▶ [Saved data entries]
══════════
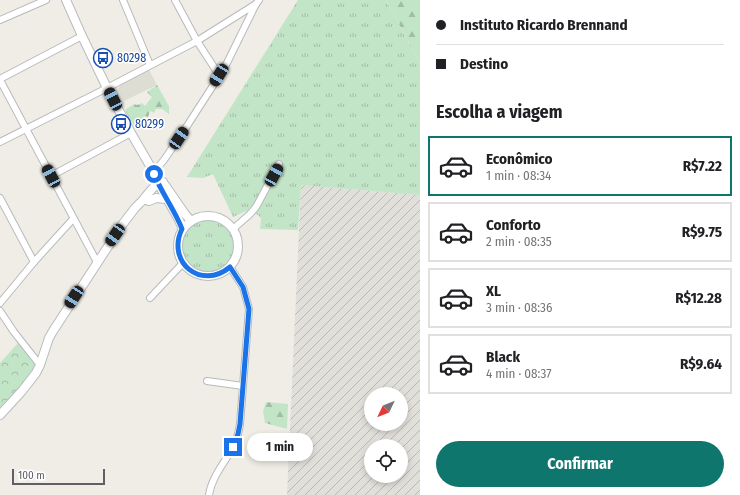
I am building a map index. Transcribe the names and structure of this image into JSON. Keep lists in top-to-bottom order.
{
  "places": {
    "bus stop": ["80298", "80299"]
  },
  "scale_bar": "100 m",
  "north": "bottom left",
  "page": {
    "banner": ["Instituto Ricardo Brennand", "Destino"],
    "heading": "Escolha a viagem",
    "list": [
      {
        "name": "Econômico",
        "note": "1 min · 08:34",
        "value": "R$7.22"
      },
      {
        "name": "Conforto",
        "note": "2 min · 08:35",
        "value": "R$9.75"
      },
      {
        "name": "XL",
        "note": "3 min · 08:36",
        "value": "R$12.28"
      },
      {
        "name": "Black",
        "note": "4 min · 08:37",
        "value": "R$9.64"
      }
    ],
    "bubble": "1 min",
    "buttons": "Confirmar",
    "scale": "100 m"
  }
}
══════════
▶ [Aim of the task]
Print all of the data exactly, and do not carry over any pictures.

▶ [Output of the exercise]
I am building a map index. Transcribe the names and structure of this image into JSON. Keep lists in top-to-bottom order.
{
  "places": {
    "bus stop": ["80298", "80299"]
  },
  "scale_bar": "100 m",
  "north": "bottom left",
  "page": {
    "banner": ["Instituto Ricardo Brennand", "Destino"],
    "heading": "Escolha a viagem",
    "list": [
      {
        "name": "Econômico",
        "note": "1 min · 08:34",
        "value": "R$7.22"
      },
      {
        "name": "Conforto",
        "note": "2 min · 08:35",
        "value": "R$9.75"
      },
      {
        "name": "XL",
        "note": "3 min · 08:36",
        "value": "R$12.28"
      },
      {
        "name": "Black",
        "note": "4 min · 08:37",
        "value": "R$9.64"
      }
    ],
    "bubble": "1 min",
    "buttons": "Confirmar",
    "scale": "100 m"
  }
}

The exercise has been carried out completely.